Brasil se consolida como principal socio comercial e investidor do Paraguai, com US$ 1,5 bilhão acumulado

O Brasil reafirma sua posição como principal parceiro comercial e maior investidor estrangeiro no Paraguai, com um estoque acumulado de US$ 1,517 bilhão em investimentos. Os dados do terceiro trimestre de 2025 mostram uma relação econômica cada vez mais integrada, marcada por crescimento industrial, geração de empregos e fortalecimento das cadeias produtivas regionais.

Déficit comercial reflete maior atividade produtiva no Paraguai

O comércio bilateral entre Paraguai e Brasil encerrou o terceiro trimestre de 2025 com déficit de US$ 590,9 milhões para o lado paraguaio, revertendo o superávit observado no mesmo período do ano anterior. Segundo o relatório Update Comex Paraguay Brasil, elaborado pela Mentu Asociados para a Câmara de Comércio Paraguai-Brasil (CCPB), o resultado não indica fragilidade econômica.

O desempenho é explicado pelo aumento das importações de bens de capital e insumos industriais, utilizados na expansão da produção local. Esse movimento sinaliza maior dinamismo da indústria paraguaia e fortalecimento da demanda interna.

No cenário regional, o Brasil registrou superávit comercial de US$ 46 bilhões, 21,3% inferior ao do ano anterior, refletindo margens mais apertadas, porém com elevado nível de atividade comercial.

Investimentos brasileiros somam US$ 110,2 milhões em 2024

O Brasil lidera com folga os investimentos estrangeiros diretos no Paraguai. Apenas em 2024, os aportes brasileiros chegaram a US$ 110,2 milhões, elevando o estoque acumulado para US$ 1,517 bilhão, o equivalente a 14,6% de todo o IED recebido pelo país.

Os recursos se concentram em setores estratégicos como autopartes, alimentos, energia, confecções e celulose, áreas com alto potencial de encadeamento produtivo.

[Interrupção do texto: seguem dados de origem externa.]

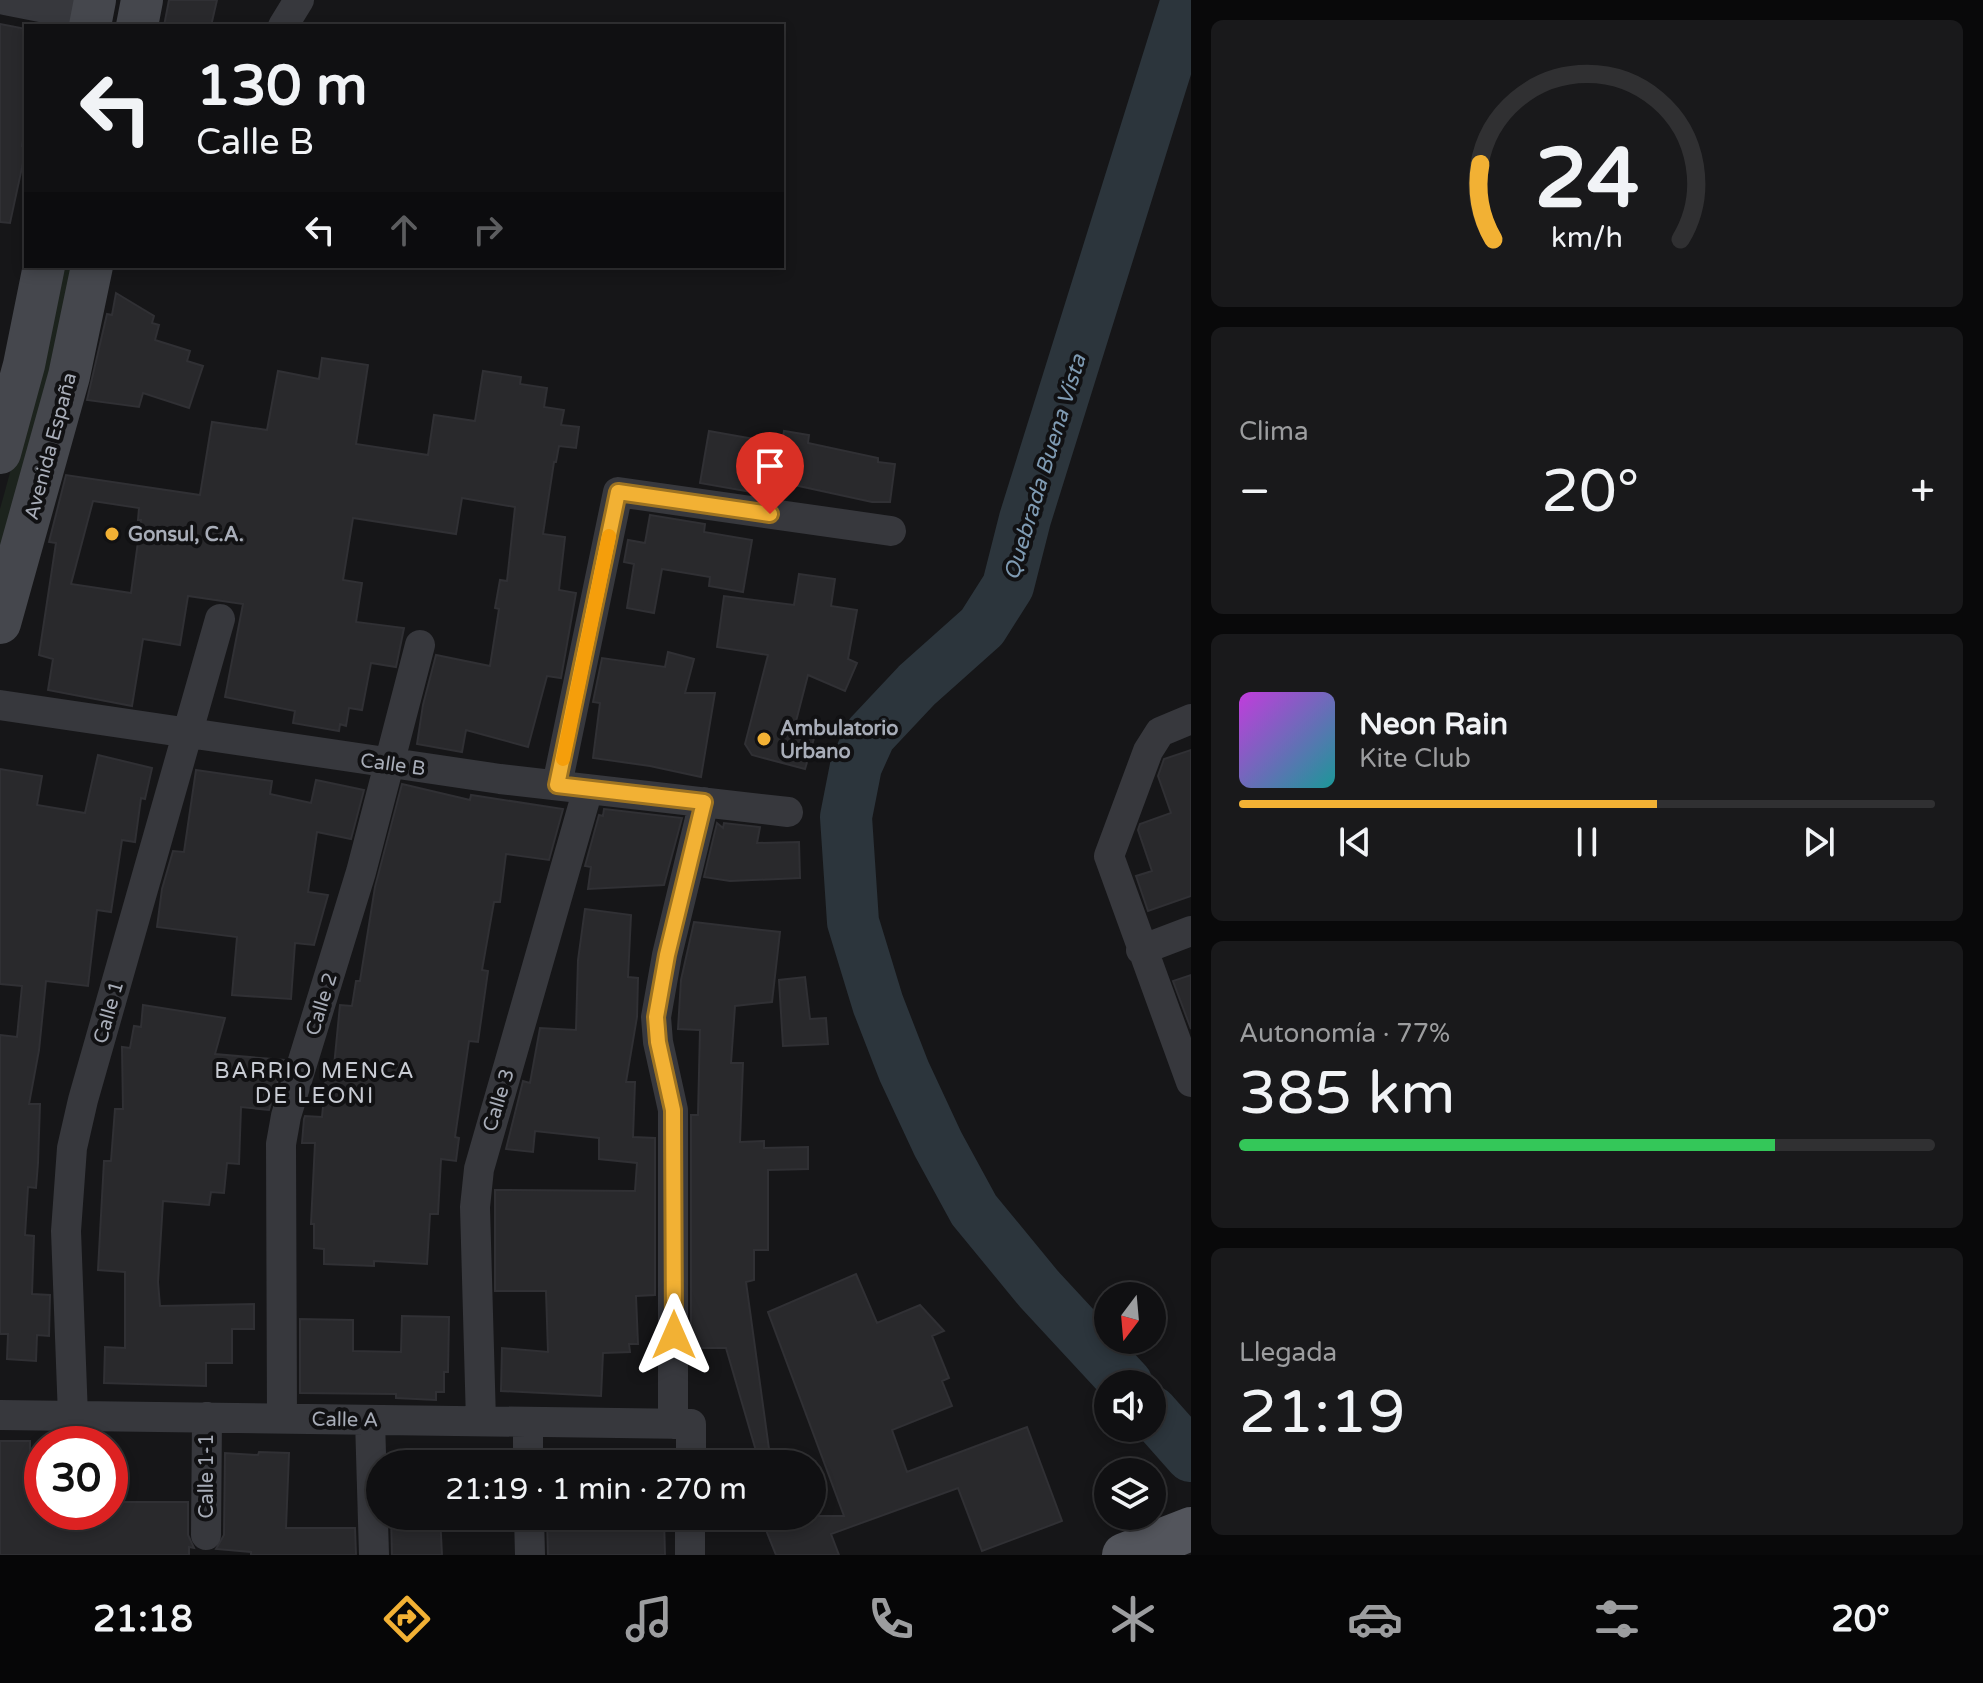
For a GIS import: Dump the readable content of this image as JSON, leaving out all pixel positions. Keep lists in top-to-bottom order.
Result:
{
  "streets": {
    "main road": ["Avenida España"],
    "street": [
      "Calle B",
      "Calle 2",
      "Calle 1",
      "Calle 3",
      "Calle A",
      "Calle 1-1"
    ]
  },
  "crossings": [
    ["Calle B", "Calle 2"],
    ["Calle B", "Calle 1"],
    ["Calle B", "Calle 3"],
    ["Calle 2", "Calle A"],
    ["Calle 1", "Calle A"],
    ["Calle 3", "Calle A"],
    ["Calle A", "Calle 1-1"]
  ],
  "districts": ["BARRIO MENCA DE LEONI"],
  "water": ["Quebrada Buena Vista"],
  "places": ["Gonsul, C.A.", "Ambulatorio Urbano"],
  "north": "bottom",
  "page": {
    "turn": ["130 m", "Calle B"],
    "tile": [
      "Clima",
      ["Autonomía · 77%", "385 km"],
      ["Llegada", "21:19"]
    ],
    "heat": ["−", "20°", "+"],
    "song": ["Neon Rain", "Kite Club"],
    "limit": "30",
    "trip": "21:19 · 1 min · 270 m",
    "tabs": ["21:18", "20°"],
    "gauge": ["24", "km/h"]
  }
}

Segundo a CCPB, essa diversificação reforça uma integração econômica de longo prazo entre os dois países.

Indústria e demanda brasileira impulsionam comércio bilateral

A evolução do intercâmbio comercial até o terceiro trimestre de 2025 reflete dois fatores principais: a expansão da indústria paraguaia e o aumento da demanda brasileira por produtos manufaturados e alimentos.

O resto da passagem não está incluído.